中国の次なる飛躍への踏み台ともなる上海万博は、10月31日、6ヵ月間に7,307万人、大阪万博の6,422万人を超える万博史上最大入場者数を記録して終了した。中国政府は、万博は大成功だったと自賛し、「改革開放政策を進める自信と決意を強固に、平和発展と開放を両立させる道を歩み、世界各国と連携を深める」と発表した。だが中国の威信をかけて「成功」させた万博で、中国の異質さを象徴するような事件が起きていた。10月15日深夜、新潟県長岡市が持ち込んだ山古志村の錦鯉が毒殺処分されたのだ。

錦鯉を展示した髙野国利氏が詳細を語った。氏は42歳、山古志村で60年の経験をもつ父に学び、約20年間、錦鯉を養殖、現在、長岡市錦鯉養殖組合(以下組合)の青年部長だ。

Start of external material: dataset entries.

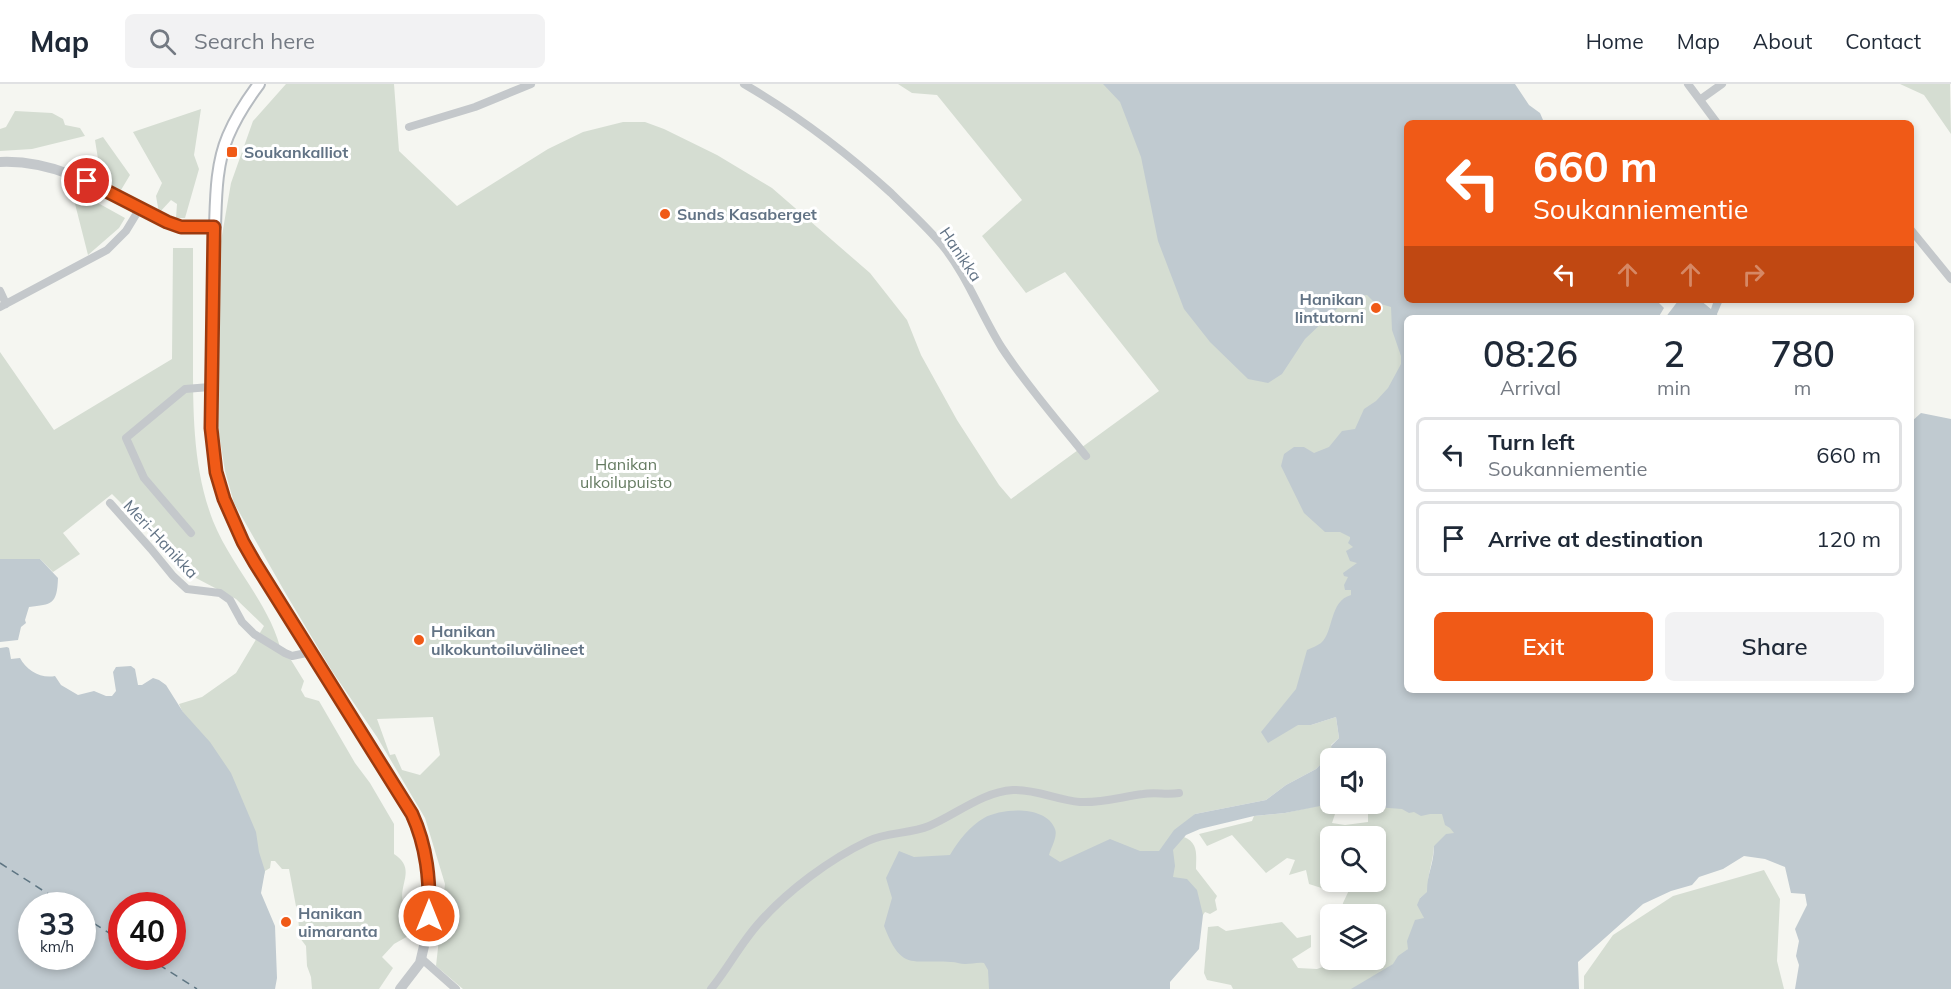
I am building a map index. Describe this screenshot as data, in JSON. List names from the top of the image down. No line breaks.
{"streets":{"street":["Hanikka","Meri-Hanikka"]},"parks":["Hanikan ulkoilupuisto"],"places":{"transit":["Soukankalliot"],"other":["Sunds Kasaberget","Hanikan lintutorni","Hanikan ulkokuntoiluvälineet","Hanikan uimaranta"]},"page":{"header":"Map","search":"Search here","nav":["Home","Map","About","Contact"],"turn":["660 m","Soukanniementie"],"eta":["08:26","Arrival","2","min","780","m"],"list":[{"name":"Turn left","note":"Soukanniementie","value":"660 m"},{"name":"Arrive at destination","value":"120 m"}],"buttons":["Exit","Share"],"speed":"33 km/h","limit":"40"}}
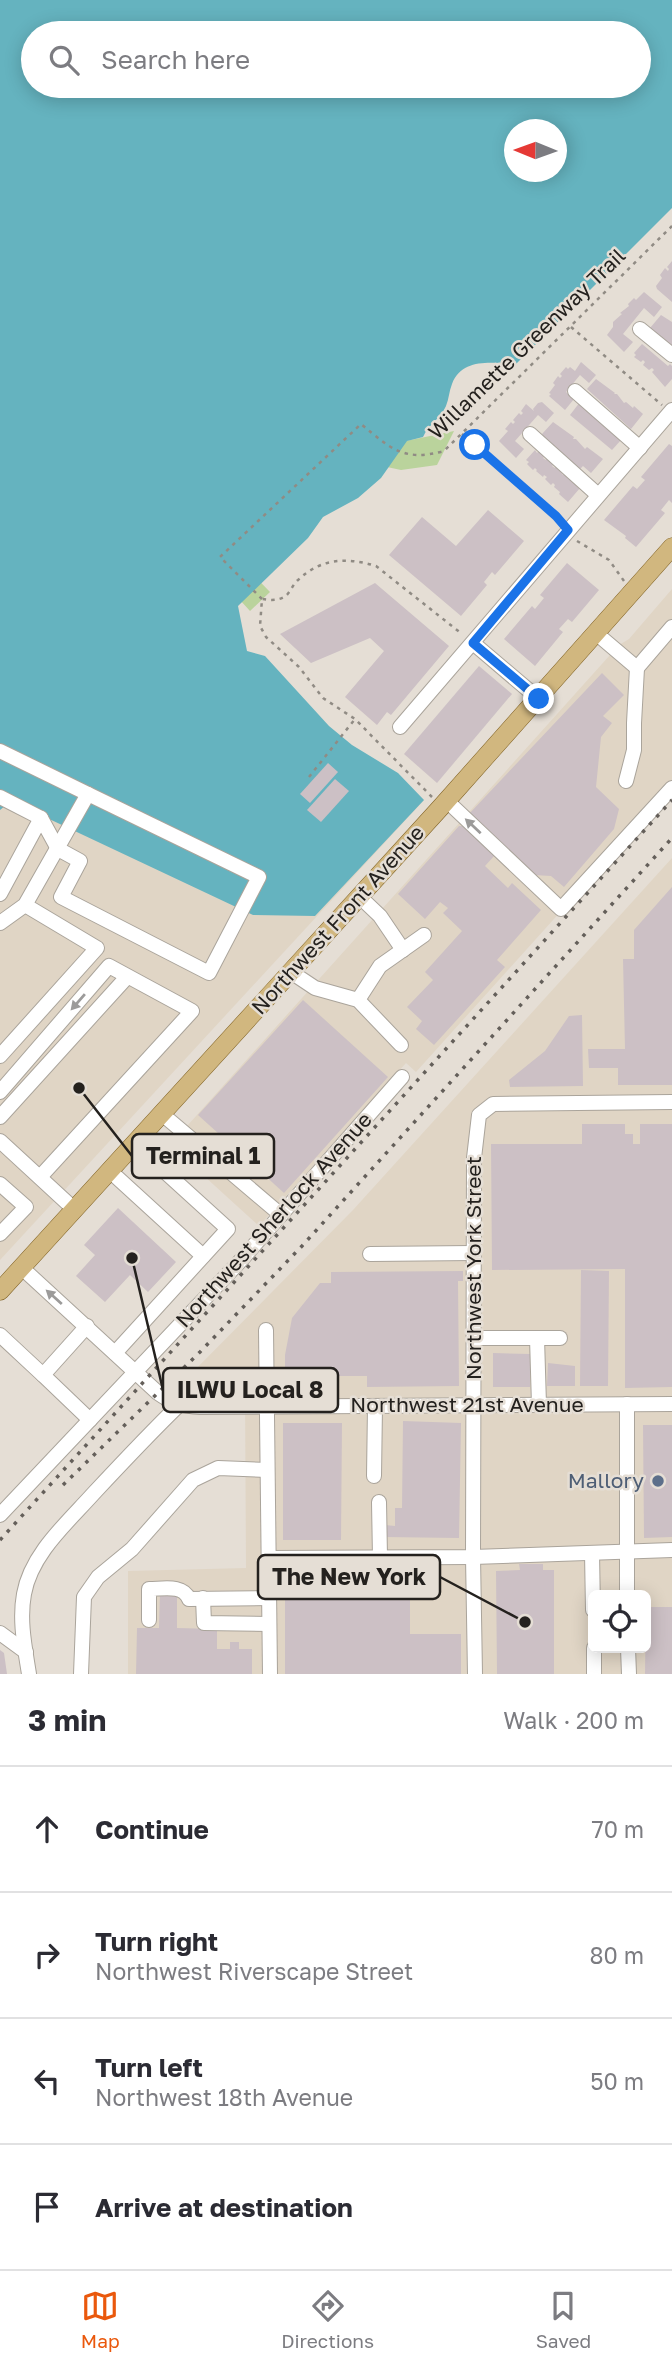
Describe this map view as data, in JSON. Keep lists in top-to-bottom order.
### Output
{
  "streets": {
    "main road": ["Northwest Front Avenue"],
    "street": ["Northwest Sherlock Avenue", "Northwest York Street", "Northwest 21st Avenue"],
    "path": ["Willamette Greenway Trail"]
  },
  "crossings": [
    ["Northwest York Street", "Northwest 21st Avenue"]
  ],
  "places": [
    "Terminal 1",
    "ILWU Local 8",
    "Mallory",
    "The New York"
  ],
  "north": "left",
  "page": {
    "search": "Search here",
    "heading": ["3 min", "Walk · 200 m"],
    "list": [
      ["Continue", "70 m"],
      ["Turn right", "Northwest Riverscape Street", "80 m"],
      ["Turn left", "Northwest 18th Avenue", "50 m"],
      "Arrive at destination"
    ],
    "nav": ["Map", "Directions", "Saved"]
  }
}
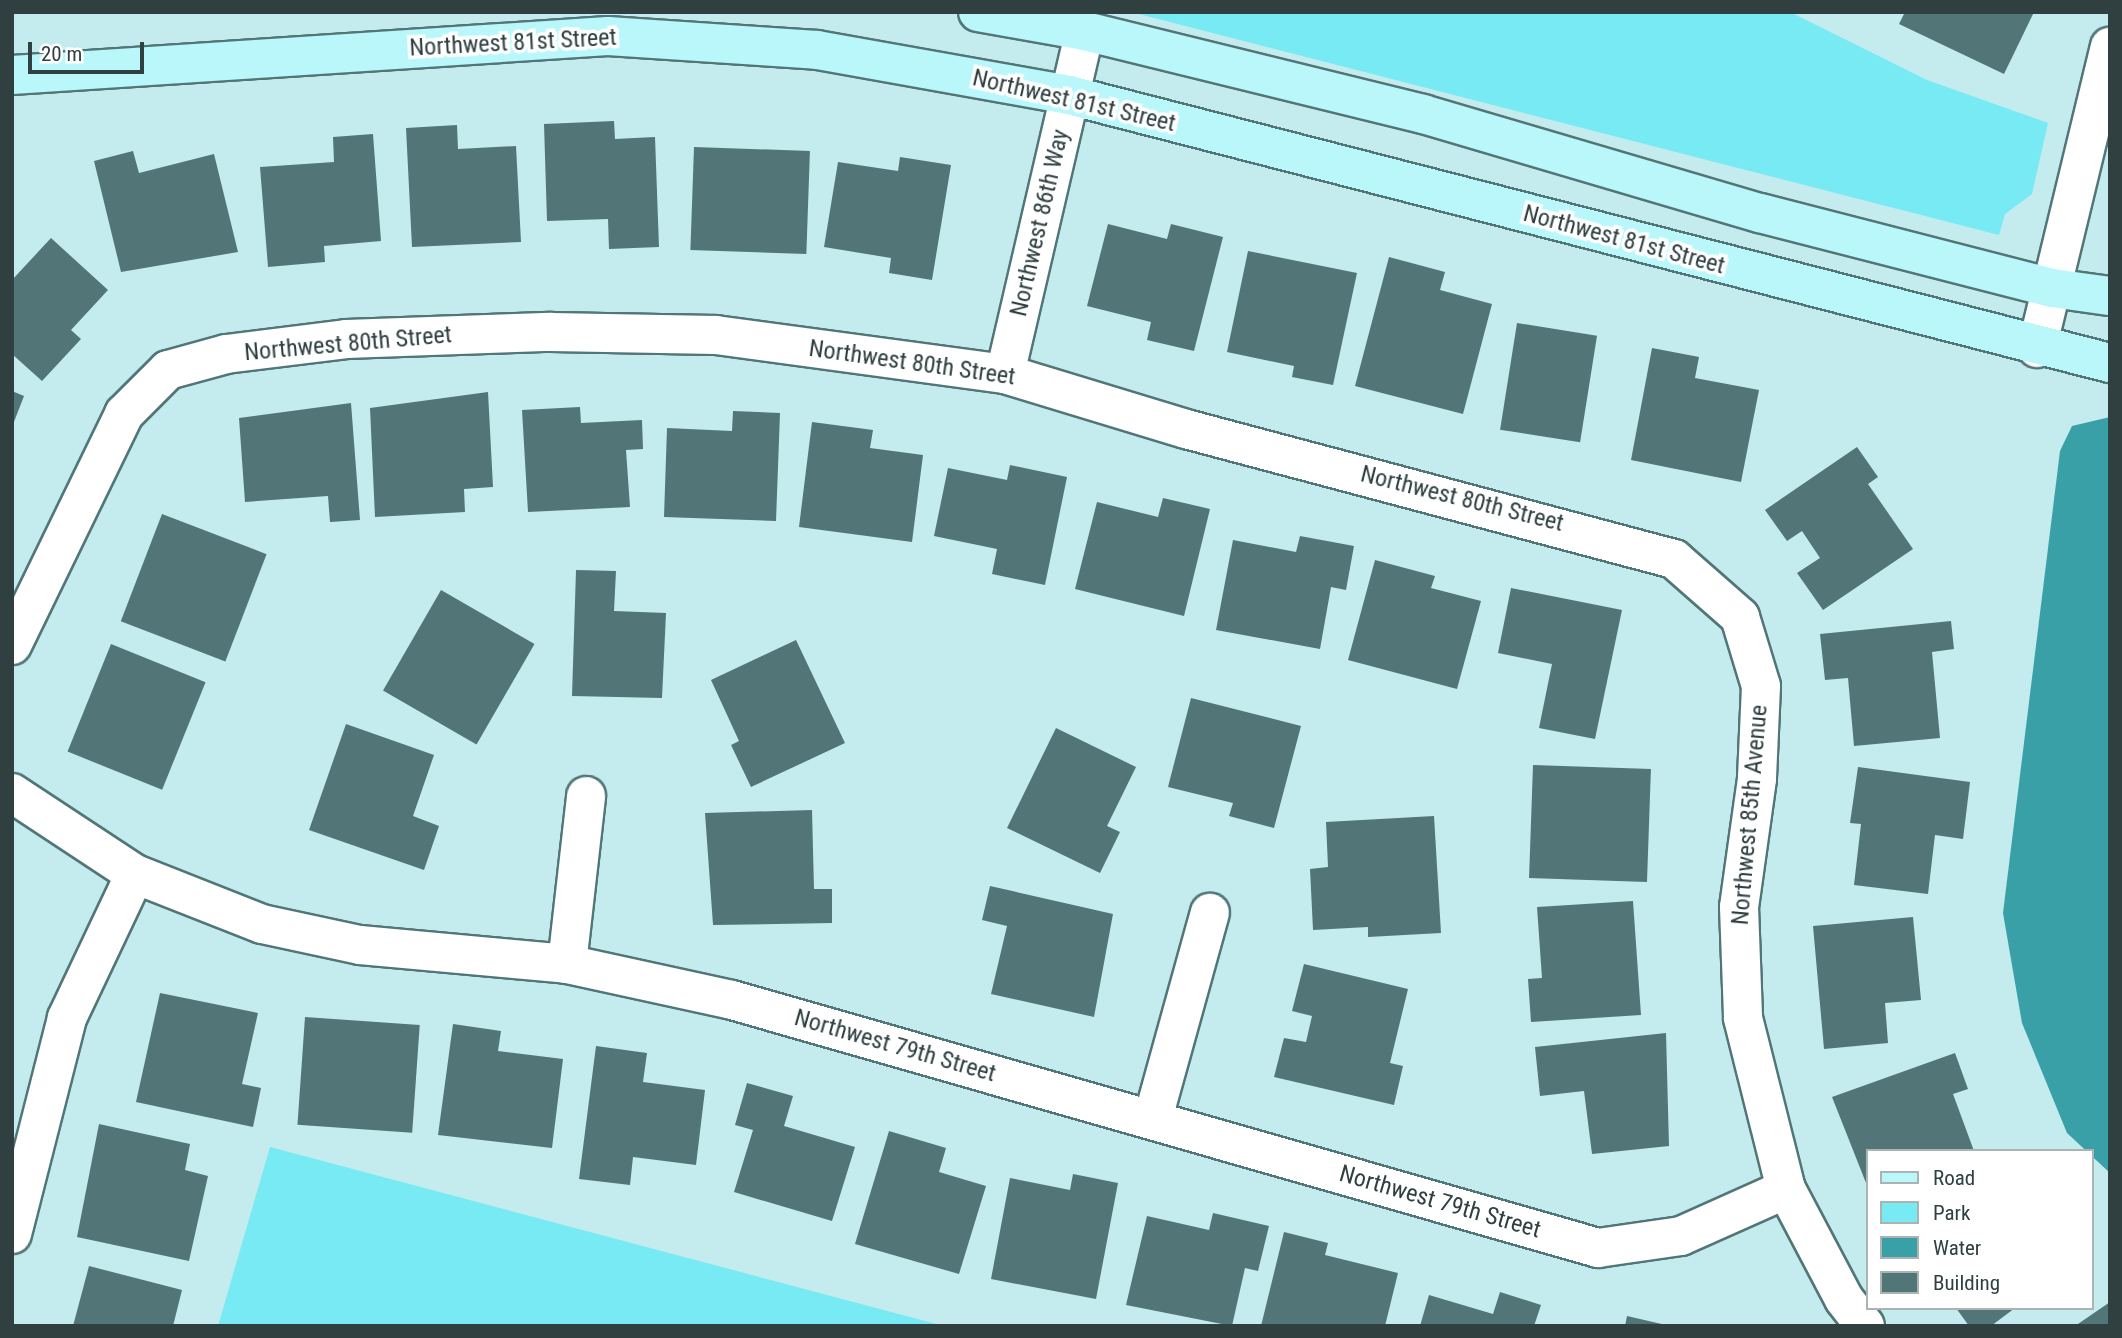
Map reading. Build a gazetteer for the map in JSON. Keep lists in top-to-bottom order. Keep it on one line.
{"streets":{"street":["Northwest 81st Street","Northwest 86th Way","Northwest 80th Street","Northwest 85th Avenue","Northwest 79th Street"]},"crossings":[["Northwest 81st Street","Northwest 86th Way"],["Northwest 86th Way","Northwest 80th Street"],["Northwest 80th Street","Northwest 85th Avenue"],["Northwest 85th Avenue","Northwest 79th Street"]],"legend":["Road","Park","Water","Building"],"scale_bar":"20 m"}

「上海万博では生き物は展示出来ないそうですが、例外的に認められ、錦鯉を展示することになりました。今年5月頃、長岡市から話があって、準備に入りました。鯉は日本に持ち帰れないという条件でしたが、展示終了時点で中国の公共の施設か業者に贈ろうと、皆で決めました。経済的には大出費ですが、山古志と日本を代表するのですから、立派な美しい鯉を5匹選びました」

いまは長岡市と合併した山古志村は、山古志牛の産地であると共に錦鯉発祥の地としても知られている。6年前の中越大地震のとき、底が割れて水が抜けた池で多くの錦鯉が死んだ。人々はわが子を死なせてしまったように悲しみ、残された鯉を大切に育て、錦鯉養殖の伝統を守った。

その大切な鯉を中国に搬入したのが10月12日だった。日本側代表団は、組合の5名と『月刊錦鯉』の記者1名の6名だった。リーダーは野上養鯉場の野上久人(ひさと)氏である。一行は12日深夜に作業を開始、翌朝5時すぎには日本館催事場に水槽を完成させ、鯉を放ち、午後3時の開会式典後、一般公開した。野上氏が語る。


「病気があるため殺す」

「中には食べられるかと尋ねる中国人もいましたが、美しい鯉に、皆、感嘆の声をあげていました。催事場はテニスコート一面分程しかなく、そこに15日午後8時までの2日半足らずで2万6,000人が来て、身動き出来ないほどでした」

押すな押すなの2日半が過ぎ、15日の午後8時に展示が終わった。深夜までに片づけ、次に展示する京都の人々に明け渡さなければならない。そのとき、事件は起きた。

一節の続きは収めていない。